Peter Peter, fièvre allure

Le Québécois installé à Paris affermit son electro au service d’un chant habité.

Peter Peter, entre rythme enfiévré et paroles brumeuses. (Photo Paul Rousteau)
Publié le 03/02/2017 à 17h06

Ras le coffre. La chanson québécoise francophone a trop souvent été réduite aux chanteuses qui risquent le pneumothorax à chaque tube. Face bien trop visible d'un iceberg d'une incroyable richesse. Citons simplement les subtils Philémon Cimon ou Pierre Lapointe, justement anciens compagnons de label (Audiogram) de Peter Peter.

Doté d'un physique à faire passer le mannequin-chanteur Baptiste Giabiconi pour le sosie de Sim, ce Québécois de 33 ans installé à Paris nous avait déjà ravis il y a trois ans avec un second album futé, au titre houellebecquien : Une version améliorée de la tristesse. Un disque à l'électronique bien trempée et à l'écriture ciselée tout en ellipses très imagées (ah ce «Las Vegas se cache derrière nos paupières» entendu sur le bien nommé MDMA).

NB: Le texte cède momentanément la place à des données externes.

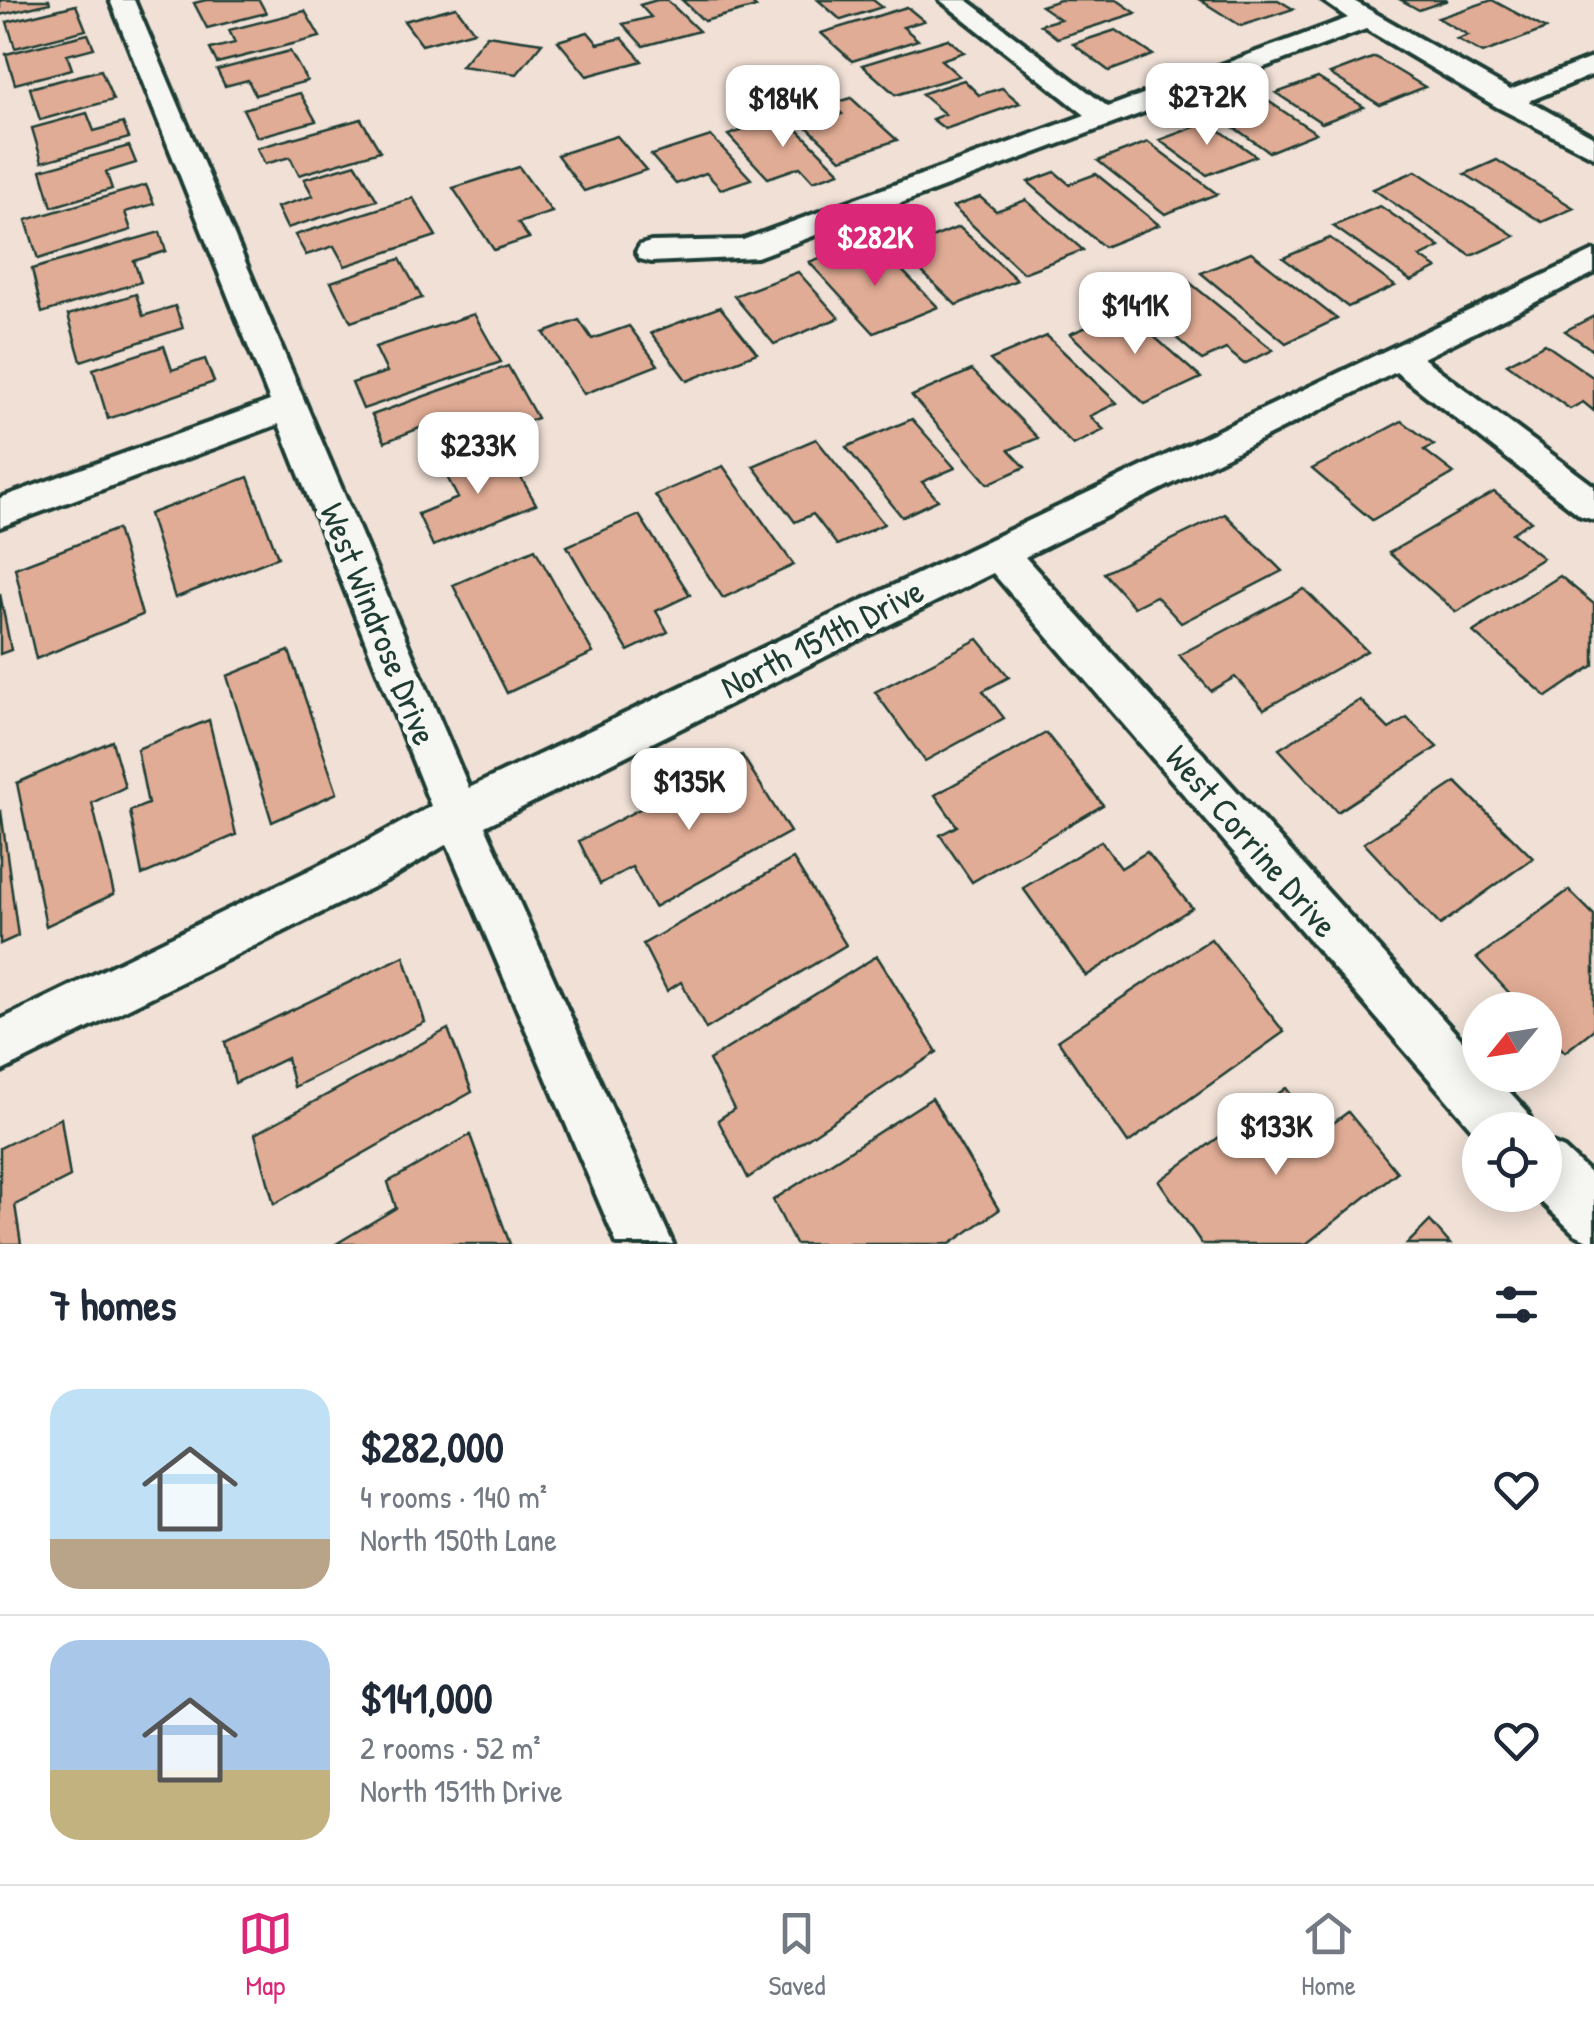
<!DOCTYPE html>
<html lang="en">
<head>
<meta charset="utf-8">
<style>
	body { margin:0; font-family:"Patrick Hand",sans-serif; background:#f6f6f7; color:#1f2937; height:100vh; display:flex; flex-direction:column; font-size:38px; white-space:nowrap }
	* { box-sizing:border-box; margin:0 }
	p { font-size:32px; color:#747a83 }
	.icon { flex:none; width:55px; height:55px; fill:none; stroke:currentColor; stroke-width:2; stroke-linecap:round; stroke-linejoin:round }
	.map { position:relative; height:1244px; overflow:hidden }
	.drawer { display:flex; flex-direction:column; background:#fff; flex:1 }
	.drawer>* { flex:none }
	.needle { width:65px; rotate:240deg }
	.buttons { position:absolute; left:1462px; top:992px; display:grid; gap:20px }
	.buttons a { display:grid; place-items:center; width:100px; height:100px; border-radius:50%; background:#fff; box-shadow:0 5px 25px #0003; font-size:50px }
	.price { position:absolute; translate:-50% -85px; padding:0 22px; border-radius:20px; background:#fff; color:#222; font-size:32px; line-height:65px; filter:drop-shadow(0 2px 5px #0008) }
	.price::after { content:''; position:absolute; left:50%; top:60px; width:30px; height:22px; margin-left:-15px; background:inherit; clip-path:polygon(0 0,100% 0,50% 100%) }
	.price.current { background:#db2777; color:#fff }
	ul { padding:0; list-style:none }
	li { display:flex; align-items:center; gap:30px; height:250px; padding:0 50px }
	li+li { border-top:2px solid #e0e1e3 }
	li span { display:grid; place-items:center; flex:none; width:280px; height:200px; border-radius:30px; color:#555 }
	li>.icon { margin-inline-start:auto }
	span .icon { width:120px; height:120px; fill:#fffc; stroke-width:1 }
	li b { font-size:42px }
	h2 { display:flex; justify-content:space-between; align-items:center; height:120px; padding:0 50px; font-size:42px }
	.tabs { display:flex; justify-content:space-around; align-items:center; height:140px; border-top:2px solid #e0e1e3; background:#fff; font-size:28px; color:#747a83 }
	.tabs a { display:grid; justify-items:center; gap:5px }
	.tabs .current { color:#db2777 }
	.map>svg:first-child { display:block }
	.building { fill:#e1ac95; stroke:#1f3d34; stroke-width:2.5 }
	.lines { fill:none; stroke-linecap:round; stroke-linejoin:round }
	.minor-casing { stroke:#1f3d34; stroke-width:8 }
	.minor { fill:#f6f6f2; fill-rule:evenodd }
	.labels { text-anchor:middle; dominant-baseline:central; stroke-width:10; stroke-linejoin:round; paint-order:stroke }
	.street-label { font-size:35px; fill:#1f3d34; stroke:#f6f6f2 }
</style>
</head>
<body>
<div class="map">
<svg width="1594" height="1244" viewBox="0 0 1594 1244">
	<rect width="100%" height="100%" fill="#f0e0d6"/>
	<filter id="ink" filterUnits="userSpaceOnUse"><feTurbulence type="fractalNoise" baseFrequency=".01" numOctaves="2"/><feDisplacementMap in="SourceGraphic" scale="20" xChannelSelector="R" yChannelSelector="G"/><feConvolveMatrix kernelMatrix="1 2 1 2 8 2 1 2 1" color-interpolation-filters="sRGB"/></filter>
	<g filter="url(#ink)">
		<g class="building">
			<path d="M 0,0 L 49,0 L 50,3 L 0,15 Z"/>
			<path d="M 206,0 L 259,0 L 266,13 L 207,28 L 194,3 Z"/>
			<path d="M 657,0 L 667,0 L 699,31 L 643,46 L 623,24 L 651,17 L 640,5 Z"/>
			<path d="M 682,0 L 749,0 L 756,7 L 704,21 Z"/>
			<path d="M 818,0 L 873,0 L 882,7 L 841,20 Z"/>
			<path d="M 1060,0 L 1117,0 L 1136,13 L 1057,38 L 1040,25 L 1060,19 L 1041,6 Z"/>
			<path d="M 1200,0 L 1278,0 L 1293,9 L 1241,26 Z"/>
			<path d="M 1401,0 L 1448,0 L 1419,10 Z"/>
			<path d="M 1492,0 L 1546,29 L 1483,53 L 1457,39 L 1468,35 L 1438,18 Z"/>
			<path d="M 76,5 L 86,30 L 15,48 L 7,22 Z"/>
			<path d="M 456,7 L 474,31 L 422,45 L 404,21 Z"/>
			<path d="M 907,7 L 924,21 L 903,27 L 918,40 L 852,61 L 821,33 Z"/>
			<path d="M 305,11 L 320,37 L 217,63 L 210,49 L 235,43 L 229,30 Z"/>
			<path d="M 1116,30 L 1153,55 L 1109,71 L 1073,44 Z"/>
			<path d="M 588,32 L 598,44 L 622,38 L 642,61 L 587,76 L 558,41 Z"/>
			<path d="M 88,34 L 94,48 L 67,55 L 72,69 L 15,84 L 6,54 Z"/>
			<path d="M 487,35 L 542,43 L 517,74 L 461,66 Z"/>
			<path d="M 948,39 L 964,52 L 941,60 L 959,76 L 896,95 L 862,65 Z"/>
			<path d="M 290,51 L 307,81 L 255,95 L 248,80 L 225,86 L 217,70 Z"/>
			<path d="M 1375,57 L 1425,87 L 1380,105 L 1330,74 Z"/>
			<path d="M 101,70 L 113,100 L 40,120 L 30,88 Z"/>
			<path d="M 1318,78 L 1364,107 L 1322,123 L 1276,93 Z"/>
			<path d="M 964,80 L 979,95 L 1002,88 L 1020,103 L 945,129 L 932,119 L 945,114 L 921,94 Z"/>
			<path d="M 300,93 L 316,121 L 257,137 L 243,109 Z"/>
			<path d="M 1256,93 L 1316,133 L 1269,152 L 1229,124 L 1252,115 L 1233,102 Z"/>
			<path d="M 851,98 L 897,140 L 841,159 L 806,126 L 842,114 L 832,104 Z"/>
			<path d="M 87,113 L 94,131 L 123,123 L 129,138 L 42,162 L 32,128 Z"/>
			<path d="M 785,117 L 840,172 L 813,181 L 800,167 L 768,178 L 728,135 Z"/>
			<path d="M 361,119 L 380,151 L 299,175 L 290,157 L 265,164 L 257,148 Z"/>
			<path d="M 1208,122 L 1256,156 L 1207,175 L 1159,140 Z"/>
			<path d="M 617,136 L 646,170 L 584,191 L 557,155 Z"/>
			<path d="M 711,136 L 751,179 L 721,189 L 706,173 L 676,184 L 651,155 Z"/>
			<path d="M 1148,142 L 1217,194 L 1165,214 L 1098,161 Z"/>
			<path d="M 129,146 L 136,163 L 106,172 L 112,189 L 52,207 L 41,170 Z"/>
			<path d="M 1497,160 L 1574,208 L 1542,222 L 1465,174 Z"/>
			<path d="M 356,164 L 377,200 L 287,228 L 277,207 L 313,196 L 304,179 Z"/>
			<path d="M 519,167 L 552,212 L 518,223 L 529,238 L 494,250 L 453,188 Z"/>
			<path d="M 1416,171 L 1515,236 L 1471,256 L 1373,189 Z"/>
			<path d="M 1055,172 L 1069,184 L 1096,174 L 1159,225 L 1104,247 L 1028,182 Z"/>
			<path d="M 146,185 L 154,204 L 125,212 L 131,230 L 38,259 L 26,220 Z"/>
			<path d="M 980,197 L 996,211 L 1026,200 L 1083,250 L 1023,273 L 953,207 Z"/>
			<path d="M 413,198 L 436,236 L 345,266 L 334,246 L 306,255 L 295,235 Z"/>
			<path d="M 1380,206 L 1440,247 L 1420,257 L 1437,268 L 1411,281 L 1333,226 Z"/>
			<path d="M 913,224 L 929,239 L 959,227 L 1017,280 L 956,305 L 884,235 Z"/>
			<path d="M 160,232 L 166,251 L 134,261 L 141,282 L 42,313 L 32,269 Z"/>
			<path d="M 1330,238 L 1395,286 L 1348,307 L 1283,258 Z"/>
			<path d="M 839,251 L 852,265 L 884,252 L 938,307 L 874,333 L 809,262 Z"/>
			<path d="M 1251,252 L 1337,319 L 1286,343 L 1201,273 Z"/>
			<path d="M 400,259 L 422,298 L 351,322 L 331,282 Z"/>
			<path d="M 798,272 L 839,318 L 774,344 L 734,296 Z"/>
			<path d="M 1184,278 L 1273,350 L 1244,364 L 1226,349 L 1202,360 L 1132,300 Z"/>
			<path d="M 136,294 L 143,316 L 175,306 L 183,328 L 81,361 L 68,315 Z"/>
			<path d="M 720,307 L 757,353 L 687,381 L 651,333 Z"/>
			<path d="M 1125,311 L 1201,378 L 1145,404 L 1070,334 Z"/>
			<path d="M 474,314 L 501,362 L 363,409 L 352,383 L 387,372 L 375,347 Z"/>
			<path d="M 1594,316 L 1594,351 L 1565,331 Z"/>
			<path d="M 579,320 L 592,339 L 629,326 L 658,365 L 584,394 L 544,333 Z"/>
			<path d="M 1047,336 L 1117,403 L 1090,416 L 1104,430 L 1073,445 L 990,360 Z"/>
			<path d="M 1545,344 L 1594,378 L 1594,411 L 1583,402 L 1570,409 L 1507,364 Z"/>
			<path d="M 164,346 L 172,370 L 205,359 L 214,382 L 108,419 L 93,369 Z"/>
			<path d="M 508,366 L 537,418 L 437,454 L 422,427 L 385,442 L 372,415 Z"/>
			<path d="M 972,370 L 1038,438 L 1009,450 L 1025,467 L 988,484 L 912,396 Z"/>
			<path d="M 912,419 L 955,468 L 922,482 L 938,500 L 902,517 L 846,447 Z"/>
			<path d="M 1402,421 L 1434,445 L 1424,450 L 1454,473 L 1372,520 L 1312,469 Z"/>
			<path d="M 816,439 L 884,524 L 837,545 L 813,514 L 795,522 L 753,466 Z"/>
			<path d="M 504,448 L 536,504 L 433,546 L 418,514 L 458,498 L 444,471 Z"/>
			<path d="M 723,466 L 794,565 L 723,598 L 655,495 Z"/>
			<path d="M 248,477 L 278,557 L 175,598 L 149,514 Z"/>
			<path d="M 1494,492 L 1531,521 L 1512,533 L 1543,558 L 1456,612 L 1389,553 Z"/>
			<path d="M 1225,514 L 1282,571 L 1181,623 L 1156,596 L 1134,607 L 1104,573 Z"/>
			<path d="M 639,515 L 690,595 L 656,611 L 668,632 L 628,651 L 567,546 Z"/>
			<path d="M 117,529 L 142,615 L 36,659 L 15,568 Z"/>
			<path d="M 535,549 L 593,653 L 507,693 L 453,585 Z"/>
			<path d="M 1560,576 L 1594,604 L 1594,665 L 1547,697 L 1473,632 Z"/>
			<path d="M 1304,589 L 1367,651 L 1264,709 L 1235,677 L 1211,691 L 1179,655 Z"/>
			<path d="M 0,594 L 11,650 L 0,654 Z"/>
			<path d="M 978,639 L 1009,677 L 983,691 L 1004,718 L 925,761 L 875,692 Z"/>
			<path d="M 289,651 L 337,793 L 272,822 L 227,676 Z"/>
			<path d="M 1360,700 L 1389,729 L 1407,718 L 1437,747 L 1337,812 L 1279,749 Z"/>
			<path d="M 209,720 L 236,835 L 142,875 L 130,811 L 148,804 L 137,749 Z"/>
			<path d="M 1046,733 L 1103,805 L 972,882 L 940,835 L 957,826 L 935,795 Z"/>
			<path d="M 112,741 L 125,787 L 92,803 L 114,894 L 46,926 L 17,783 Z"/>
			<path d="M 742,755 L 790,832 L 654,907 L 632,867 L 600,884 L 579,841 Z"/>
			<path d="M 1456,782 L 1533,858 L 1440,925 L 1364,843 Z"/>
			<path d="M 1,811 L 18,936 L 0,944 L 0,811 Z"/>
			<path d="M 1101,841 L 1121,868 L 1147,852 L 1192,908 L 1086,976 L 1023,888 Z"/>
			<path d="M 793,859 L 846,945 L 706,1029 L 681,982 L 667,991 L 643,944 Z"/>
			<path d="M 1569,890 L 1594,915 L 1594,1029 L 1565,1052 L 1545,1031 L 1545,1010 L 1525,1010 L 1477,958 Z"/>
			<path d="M 1211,939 L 1284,1032 L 1128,1143 L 1058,1040 Z"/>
			<path d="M 404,956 L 425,1022 L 294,1087 L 287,1058 L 235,1083 L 225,1042 Z"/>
			<path d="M 877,956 L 937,1052 L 748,1178 L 718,1120 L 734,1109 L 709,1060 Z"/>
			<path d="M 448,1029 L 472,1092 L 274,1204 L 255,1134 Z"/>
			<path d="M 1286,1088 L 1320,1133 L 1348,1112 L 1397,1172 L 1306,1244 L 1202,1244 L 1159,1181 Z"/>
			<path d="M 932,1098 L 999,1210 L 950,1244 L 795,1244 L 773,1200 Z"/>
			<path d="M 61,1118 L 70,1177 L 15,1205 L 21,1244 L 0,1244 L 0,1148 Z"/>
			<path d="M 470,1135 L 510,1244 L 336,1244 L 396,1208 L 388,1182 Z"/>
			<path d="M 1430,1221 L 1450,1244 L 1407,1244 Z"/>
		</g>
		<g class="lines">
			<g class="minor-casing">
				<g id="minor">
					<path d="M 110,0 L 134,0 L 469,788 L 1594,251 L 1594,273 L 1423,358 L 1594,486 L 1594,520 L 1581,516 L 1396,372 L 1025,557 L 1480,1060 L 1480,1075 L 1494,1075 L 1527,1111 L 1534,1130 L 1480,1130 L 1480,1138 L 993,573 L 485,826 L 673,1244 L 617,1244 L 447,844 L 391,878 L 0,1072 L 0,1020 L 359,846 L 431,806 L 279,424 L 0,527 L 0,498 L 270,401 Z"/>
					<path d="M 940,0 L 967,0 L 1108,107 L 1348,18 L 1322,0 L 1352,0 L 1510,90 L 1594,57 L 1594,74 L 1529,101 L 1594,137 L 1594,157 L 1497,107 L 1366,29 L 757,257 L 651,262 L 640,259 L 636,252 L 640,245 L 651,242 L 743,240 L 1085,115 Z"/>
					<path d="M 1545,1141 L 1564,1149 L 1594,1177 L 1594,1243 L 1575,1234 L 1534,1195 L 1545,1195 Z"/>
				</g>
			</g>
			<use href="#minor" class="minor"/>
		</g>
	</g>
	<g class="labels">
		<g class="street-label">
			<text transform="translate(379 624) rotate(68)">West Windrose Drive</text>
			<text transform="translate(822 638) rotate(-27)">North 151th Drive</text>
			<text transform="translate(1252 841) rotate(49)">West Corrine Drive</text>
		</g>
	</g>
</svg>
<div class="buttons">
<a><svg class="needle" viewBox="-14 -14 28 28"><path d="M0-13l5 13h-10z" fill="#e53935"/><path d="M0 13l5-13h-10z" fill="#747a83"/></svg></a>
<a><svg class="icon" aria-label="locate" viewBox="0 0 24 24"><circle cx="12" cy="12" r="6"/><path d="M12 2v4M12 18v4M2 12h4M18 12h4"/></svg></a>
</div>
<b class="price" style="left:1207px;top:148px">$272K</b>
<b class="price" style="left:783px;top:150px">$184K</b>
<b class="price current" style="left:875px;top:289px">$282K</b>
<b class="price" style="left:1135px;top:357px">$141K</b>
<b class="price" style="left:478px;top:497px">$233K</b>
<b class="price" style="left:689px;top:833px">$135K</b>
<b class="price" style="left:1276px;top:1178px">$133K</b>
</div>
<section class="drawer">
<h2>7 homes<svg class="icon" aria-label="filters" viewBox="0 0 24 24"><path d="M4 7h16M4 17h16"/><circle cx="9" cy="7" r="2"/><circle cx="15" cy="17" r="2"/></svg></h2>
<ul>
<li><span style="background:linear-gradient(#bfe0f5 75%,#b9a48a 0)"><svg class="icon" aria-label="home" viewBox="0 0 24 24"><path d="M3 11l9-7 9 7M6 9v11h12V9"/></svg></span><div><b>$282,000</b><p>4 rooms · 140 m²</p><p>North 150th Lane</p></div><svg class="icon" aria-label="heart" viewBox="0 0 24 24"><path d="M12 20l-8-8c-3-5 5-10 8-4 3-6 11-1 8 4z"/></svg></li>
<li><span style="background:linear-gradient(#a9c7e8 65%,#c2b280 0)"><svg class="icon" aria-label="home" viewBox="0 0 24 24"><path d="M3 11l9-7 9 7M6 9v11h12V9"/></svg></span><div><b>$141,000</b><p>2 rooms · 52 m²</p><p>North 151th Drive</p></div><svg class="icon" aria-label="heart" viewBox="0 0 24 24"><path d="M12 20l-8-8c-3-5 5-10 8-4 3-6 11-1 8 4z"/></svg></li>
</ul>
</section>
<nav class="tabs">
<a class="current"><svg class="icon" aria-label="map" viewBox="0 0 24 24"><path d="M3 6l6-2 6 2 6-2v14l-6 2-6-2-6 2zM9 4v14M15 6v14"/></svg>Map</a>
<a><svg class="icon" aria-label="saved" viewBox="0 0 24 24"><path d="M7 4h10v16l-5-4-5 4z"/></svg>Saved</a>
<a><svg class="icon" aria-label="home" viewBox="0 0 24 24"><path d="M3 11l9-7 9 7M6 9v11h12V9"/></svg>Home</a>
</nav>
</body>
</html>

Ce cumulard (auteur-compositeur-interprète-producteur) pousse aujourd'hui encore plus loin sa passion pour l'electro. C'est simple, Noir Eden démarre carrément comme un album de techno avec son beat puissant et ses nappes flottantes. Bien réel, le nom de ce fameux titre d'ouverture, est probablement l'une des plus belles chansons électroniques que l'on ait jamais entendues. Pas seulement pour cette musique brûlante, mais aussi pour ces paroles brumeuses, comme en suspension («C'est un royaume où règnent la musique et le silence, il me fut entièrement légué, oui je pense, j'imagine que c'est bien réel»).

Par la suite, moins effrontément dancefloor, notre homme-orchestre baisse le rythme avec justesse, tout en dirigeant ses machines d'une main ferme. On craque pour une troublante chanson de vampire, Nosferatu, ou Venus, subtile ode à… son chat qui taquine la «sexyness» pop d'un Julien Doré, jusqu'à cette chute tout acoustique, ou presque, probable clin d'œil à ses débuts, en 2008, quand le Québécois envoyait déjà du bois, mais uniquement à la guitare sèche. Les années ont passé, et il tient aujourd'hui dans le viseur ses modèles électroniques Jamie XX, Caribou ou Kaytranada, des producteurs qui ne sacrifient jamais la mélodie à l'efficacité. Sauf que Peter Peter rajoute, lui, la présence forte d'une voix singulière et fiévreuse entre Christophe et Stephan Eicher. Ah le coffre, on n'y revient toujours.

En concert le 28 février au Café de la danse (75011).